So that nothing is lost, transcribe each line of the records exactly.
########
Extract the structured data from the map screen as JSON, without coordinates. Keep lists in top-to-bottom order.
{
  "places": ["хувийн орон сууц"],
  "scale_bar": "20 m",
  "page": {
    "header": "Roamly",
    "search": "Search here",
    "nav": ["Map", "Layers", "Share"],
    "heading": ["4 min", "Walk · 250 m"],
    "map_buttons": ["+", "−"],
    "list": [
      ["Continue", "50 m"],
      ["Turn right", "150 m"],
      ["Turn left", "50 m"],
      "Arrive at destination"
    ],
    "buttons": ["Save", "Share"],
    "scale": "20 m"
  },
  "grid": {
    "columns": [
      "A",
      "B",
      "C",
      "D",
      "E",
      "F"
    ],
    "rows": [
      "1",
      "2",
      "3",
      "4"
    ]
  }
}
########
§ **WRITTEN SOLUTION**:
Extract the structured data from the map screen as JSON, without coordinates. Keep lists in top-to-bottom order.
{
  "places": ["хувийн орон сууц"],
  "scale_bar": "20 m",
  "page": {
    "header": "Roamly",
    "search": "Search here",
    "nav": ["Map", "Layers", "Share"],
    "heading": ["4 min", "Walk · 250 m"],
    "map_buttons": ["+", "−"],
    "list": [
      ["Continue", "50 m"],
      ["Turn right", "150 m"],
      ["Turn left", "50 m"],
      "Arrive at destination"
    ],
    "buttons": ["Save", "Share"],
    "scale": "20 m"
  },
  "grid": {
    "columns": [
      "A",
      "B",
      "C",
      "D",
      "E",
      "F"
    ],
    "rows": [
      "1",
      "2",
      "3",
      "4"
    ]
  }
}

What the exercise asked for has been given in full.